Comment gérer les courses sur-fréquentées? 56
Sur l'arête du Hörnli |
Les courses sur-fréquentées sont des courses célèbres pour leur beauté et leur envergure. Les archétypes sont la voie normale du Mont-Blanc par le Goûter, les voies normales suisse et italienne du Cervin ou la traversée de la Meije. L'ambiance exceptionnelle de ces routes fait que, tôt ou tard, on voudra les parcourir et il serait dommage de devoir renoncer à ce plaisir. Ces ascensions, outre la fréquentation, constituent aussi la rente habituelle de la profession de guide de haute-montagne et l'inquiétude immense soulevée cet été par l'éboulement de la base du pic du glacier Carré illustre l'enjeu économique de ce genre d'itinéraire. Pour un alpiniste sans guide, traîner ses crampons par ici est un peu mettre les doigts dans le pot de confiture… Il va falloir procéder de la façon la moins maladroite possible.
LES PROBLEMES POSES:
1- En haute-montagne, la difficulté de doubler ou d'être doublé tient au fait que les obstacles sont plus faciles à franchir si l'on suit exactement l'itinéraire que si on s'en écarte. C'est le cas bien sûr pour les passages rocheux, mais aussi pour une trace faite dans la neige. S'écarter de la trace pour quelques mètres de profonde au pays où l'oxygène est rare est une plaisanterie qu'on cherche généralement à ne pas s'imposer. La conséquence dans une course où les cordées se suivent à se toucher, est que ces cordées, involontairement, se prescrivent mutuellement un rythme. Ce rythme, s'il ne convient pas à une cordée peu expérimentée, peut être source d'accident. En neige, l'épuisement finira par réduire la clairvoyance. En rocher, le premier de cordée aura tendance à moins se protéger pour gagner du temps. L'assurage en mouvement sera privilégié quand, seuls sur l'arête, on aurait peut-être posé un relais pour tel passage difficile. Inversement, les attentes interminables aux points cruciaux de l'ascension pour que des seconds accompagnés peu habiles franchissent enfin ces passages, engendrent une fatigue supplémentaire qu'il faudra bien assumer plus tard dans la journée.

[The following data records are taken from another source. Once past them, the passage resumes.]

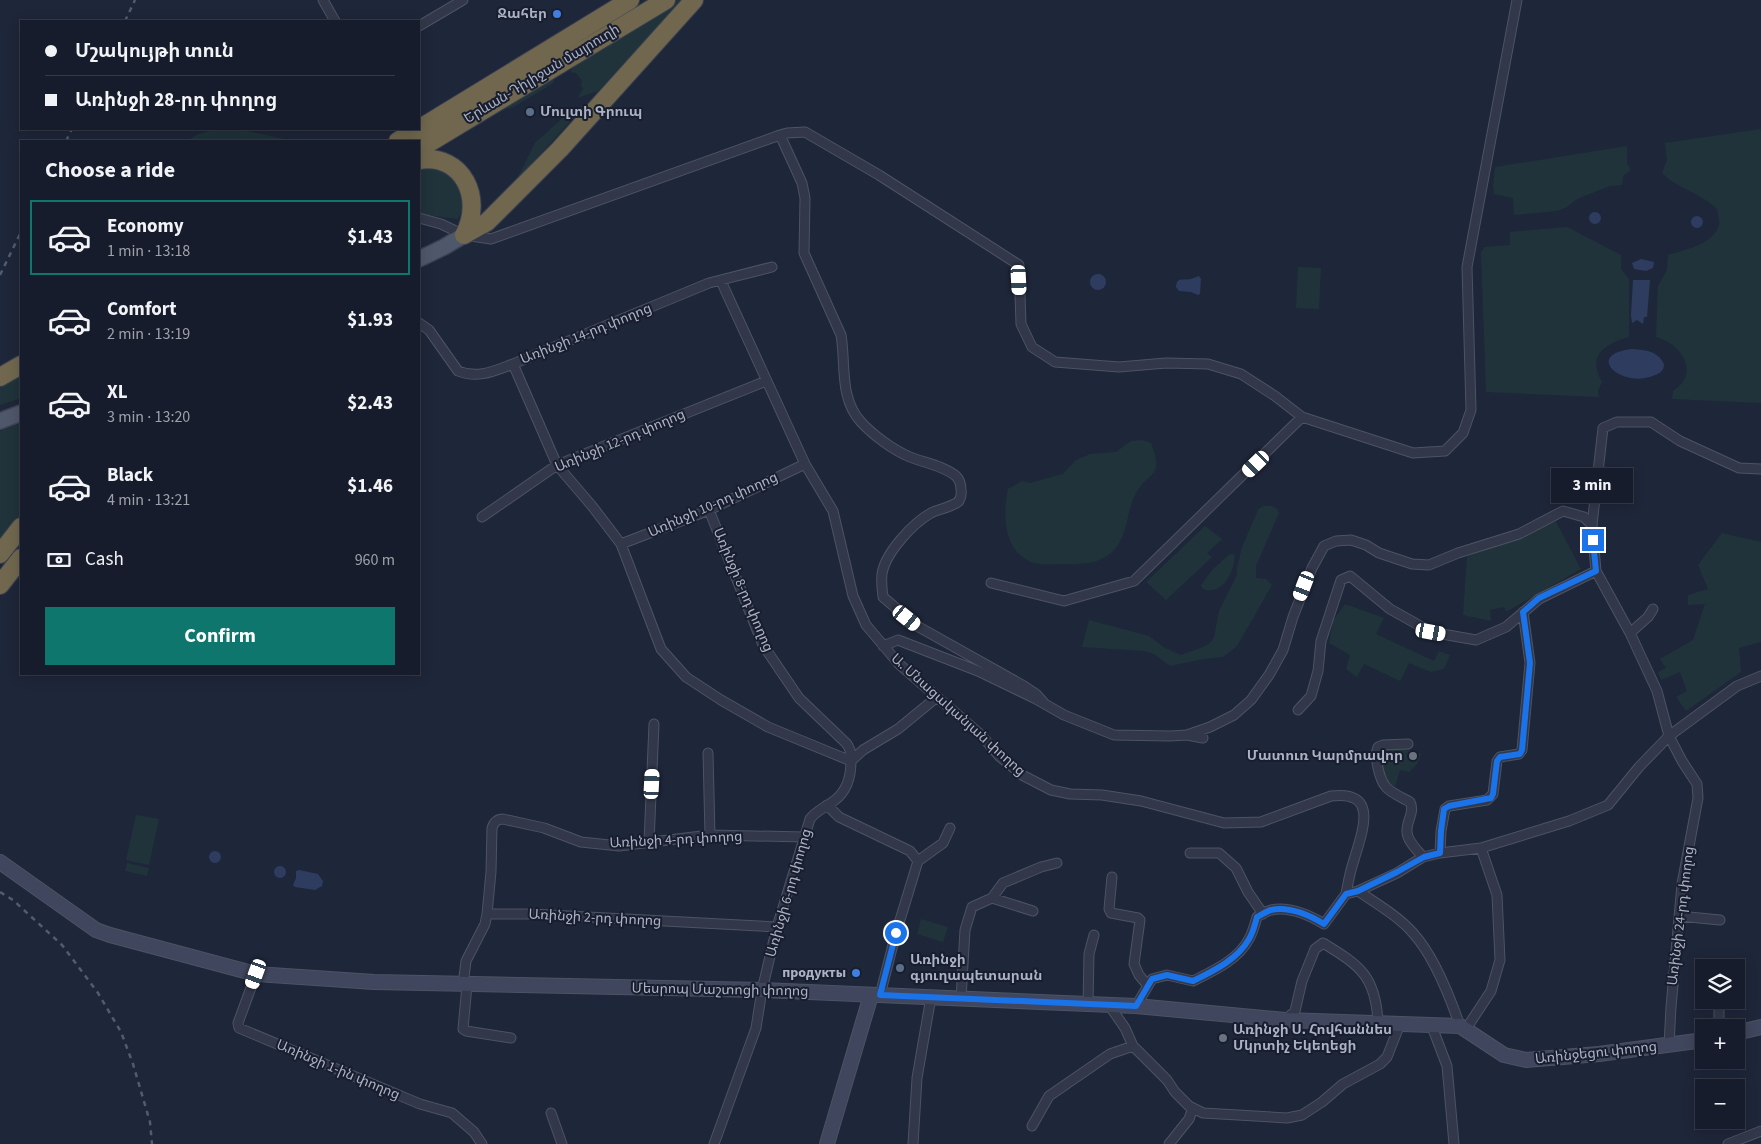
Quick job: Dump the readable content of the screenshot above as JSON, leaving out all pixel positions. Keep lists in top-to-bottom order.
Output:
{
  "streets": {
    "highway": ["Երևան-Դիլիջան մայրուղի"],
    "street": [
      "Առինջի 14-րդ փողոց",
      "Առինջի 12-րդ փողոց",
      "Առինջի 10-րդ փողոց",
      "Առինջի 8-րդ փողոց",
      "Ա. Մնացականյան փողոց",
      "Առինջի 4-րդ փողոց",
      "Առինջի 6-րդ փողոց",
      "Առինջի 24-րդ փողոց",
      "Առինջի 2-րդ փողոց",
      "Մեսրոպ Մաշտոցի փողոց",
      "Առինջեցու փողոց",
      "Առինջի 1-ին փողոց"
    ]
  },
  "crossings": [
    ["Առինջի 14-րդ փողոց", "Ա. Մնացականյան փողոց"],
    ["Առինջի 12-րդ փողոց", "Ա. Մնացականյան փողոց"],
    ["Առինջի 10-րդ փողոց", "Առինջի 8-րդ փողոց"],
    ["Առինջի 10-րդ փողոց", "Ա. Մնացականյան փողոց"],
    ["Առինջի 8-րդ փողոց", "Առինջի 6-րդ փողոց"],
    ["Առինջի 4-րդ փողոց", "Առինջի 6-րդ փողոց"],
    ["Առինջի 4-րդ փողոց", "Առինջի 2-րդ փողոց"],
    ["Առինջի 6-րդ փողոց", "Առինջի 2-րդ փողոց"],
    ["Առինջի 6-րդ փողոց", "Մեսրոպ Մաշտոցի փողոց"],
    ["Առինջի 24-րդ փողոց", "Առինջեցու փողոց"],
    ["Մեսրոպ Մաշտոցի փողոց", "Առինջեցու փողոց"],
    ["Մեսրոպ Մաշտոցի փողոց", "Առինջի 1-ին փողոց"]
  ],
  "places": [
    "Ջահեր",
    "Մուլտի Գրուպ",
    "Մատուռ Կարմրավոր",
    "Առինջի գյուղապետարան",
    "продукты",
    "Առինջի Ս. Հովհաննես Մկրտիչ Եկեղեցի"
  ],
  "page": {
    "banner": ["Մշակույթի տուն", "Առինջի 28-րդ փողոց"],
    "heading": "Choose a ride",
    "list": [
      {
        "name": "Economy",
        "note": "1 min · 13:18",
        "value": "$1.43"
      },
      {
        "name": "Comfort",
        "note": "2 min · 13:19",
        "value": "$1.93"
      },
      {
        "name": "XL",
        "note": "3 min · 13:20",
        "value": "$2.43"
      },
      {
        "name": "Black",
        "note": "4 min · 13:21",
        "value": "$1.46"
      }
    ],
    "bubble": "3 min",
    "pay": ["Cash", "960 m"],
    "buttons": "Confirm",
    "map_buttons": ["+", "−"]
  }
}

2- En rocher ou en terrain mixte, les chutes de pierres ou de glace sont favorisées par le grand nombre de cordées par simple effet des probabilités. On pense facilement aux pierres qu'on reçoit mais il s'agit aussi des pierres qu'on envoie. Ces lieux vont donc demander une nouvelle compétence délicate à acquérir qui consiste à être capable de grimper sans faire tomber de pierre, même dans un terrain raide et instable comme celui du socle de la dent du Géant ou celui de la sortie du couloir de la Table à l'aiguille du Tour.

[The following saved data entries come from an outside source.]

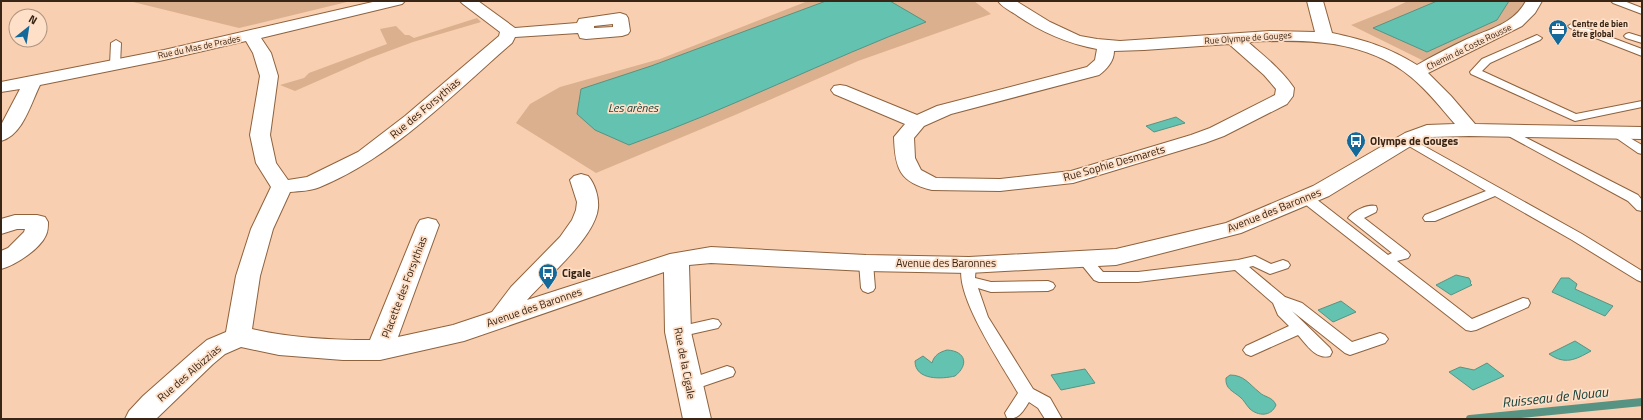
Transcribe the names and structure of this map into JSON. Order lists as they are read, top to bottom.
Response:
{
  "streets": {
    "street": [
      "Rue Olympe de Gouges",
      "Rue du Mas de Prades",
      "Chemin de Coste Rousse",
      "Rue des Forsythias",
      "Rue Sophie Desmarets",
      "Avenue des Baronnes",
      "Placette des Forsythias",
      "Rue de la Cigale",
      "Rue des Albizzias"
    ]
  },
  "crossings": [
    ["Rue Olympe de Gouges", "Chemin de Coste Rousse"],
    ["Rue Olympe de Gouges", "Rue Sophie Desmarets"],
    ["Rue Olympe de Gouges", "Avenue des Baronnes"],
    ["Avenue des Baronnes", "Placette des Forsythias"],
    ["Avenue des Baronnes", "Rue de la Cigale"],
    ["Avenue des Baronnes", "Rue des Albizzias"]
  ],
  "water": ["Les arènes", "Ruisseau de Nouau"],
  "places": {
    "office": ["Centre de bien être global"],
    "bus stop": ["Olympe de Gouges", "Cigale"]
  },
  "north": "top right"
}
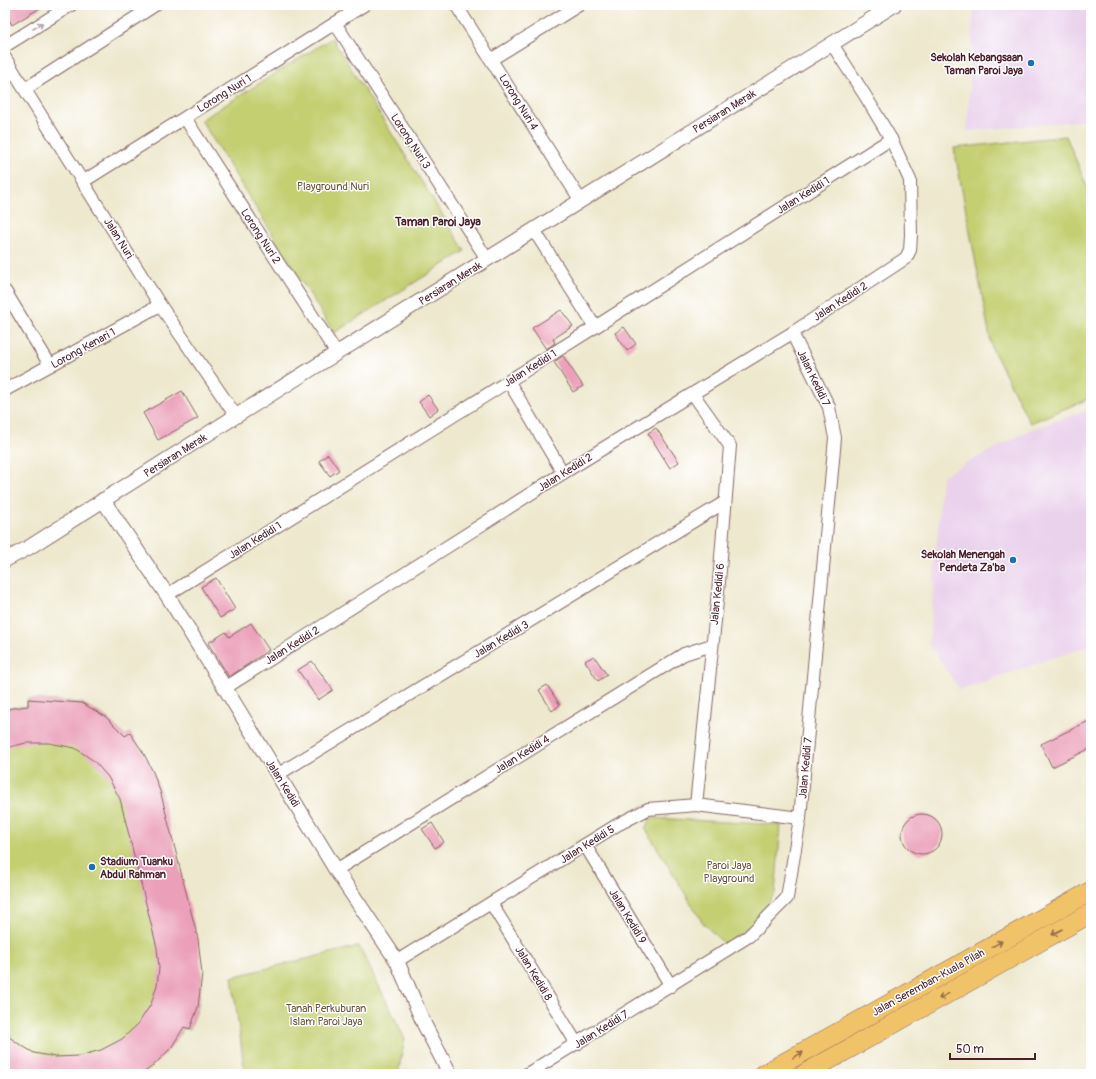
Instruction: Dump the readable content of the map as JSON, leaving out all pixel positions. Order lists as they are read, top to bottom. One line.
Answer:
{"streets":{"highway":["Jalan Seremban-Kuala Pilah"],"street":["Lorong Nuri 1","Lorong Nuri 4","Persiaran Merak","Lorong Nuri 3","Jalan Kedidi 1","Lorong Nuri 2","Jalan Nuri","Jalan Kedidi 2","Lorong Kenari 1","Jalan Kedidi 7","Jalan Kedidi 6","Jalan Kedidi 3","Jalan Kedidi 4","Jalan Kedidi","Jalan Kedidi 5","Jalan Kedidi 9","Jalan Kedidi 8"]},"crossings":[["Lorong Nuri 1","Lorong Nuri 3"],["Lorong Nuri 1","Lorong Nuri 2"],["Lorong Nuri 1","Jalan Nuri"],["Lorong Nuri 4","Persiaran Merak"],["Persiaran Merak","Lorong Nuri 3"],["Persiaran Merak","Lorong Nuri 2"],["Persiaran Merak","Jalan Nuri"],["Persiaran Merak","Jalan Kedidi"],["Jalan Kedidi 1","Jalan Kedidi 2"],["Jalan Kedidi 1","Jalan Kedidi"],["Jalan Nuri","Lorong Kenari 1"],["Jalan Kedidi 2","Jalan Kedidi 7"],["Jalan Kedidi 2","Jalan Kedidi 6"],["Jalan Kedidi 2","Jalan Kedidi"],["Jalan Kedidi 7","Jalan Kedidi 5"],["Jalan Kedidi 7","Jalan Kedidi 9"],["Jalan Kedidi 7","Jalan Kedidi 8"],["Jalan Kedidi 6","Jalan Kedidi 3"],["Jalan Kedidi 6","Jalan Kedidi 4"],["Jalan Kedidi 6","Jalan Kedidi 5"],["Jalan Kedidi 3","Jalan Kedidi"],["Jalan Kedidi 4","Jalan Kedidi"],["Jalan Kedidi","Jalan Kedidi 5"],["Jalan Kedidi 5","Jalan Kedidi 9"],["Jalan Kedidi 5","Jalan Kedidi 8"]],"districts":["Taman Paroi Jaya"],"parks":["Playground Nuri","Paroi Jaya Playground","Tanah Perkuburan Islam Paroi Jaya"],"places":["Sekolah Kebangsaan Taman Paroi Jaya","Sekolah Menengah Pendeta Za'ba","Stadium Tuanku Abdul Rahman"],"scale_bar":"50 m"}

3- L'aménité n'étant pas la qualité première des montagnards fréquentant la haute-montagne, ce que le touriste prenant la benne de l'aiguille du Midi comprend assez vite, sentant sans pouvoir tout à fait se l'expliquer derrière la menace concrète des pointes de piolet qui se dressent derrière les sacs à dos un autre danger plus obscur tenant au caractère potentiellement brutal des protagonistes, on se doute qu'il y a posture plus paisible pour une cordée sans guide que se trouver à l'intérieur même du tiroir-caisse des professionnels. Pour peu que la saison s'annonce mauvaise, on aura tôt fait de comprendre le sens du mot bouc-émissaire au moindre dérapage de client, au moindre nez écrasé par un caillou détaché du haut de la montagne voire au moindre retard dans l'horaire habituel. En plus des embarras du terrain vertical, on aura donc à gérer la difficulté de vivre de certains de nos contemporains burinés. Nous ne pouvons alors que vous souhaiter bon courage doublé d'un calme olympien. Il s'agira le plus souvent d'être adulte pour deux en se souvenant que c'est toujours à l'animal le moins fruste de faire l'effort d'une relation pour la simple raison que l'autre n'en est pas capable.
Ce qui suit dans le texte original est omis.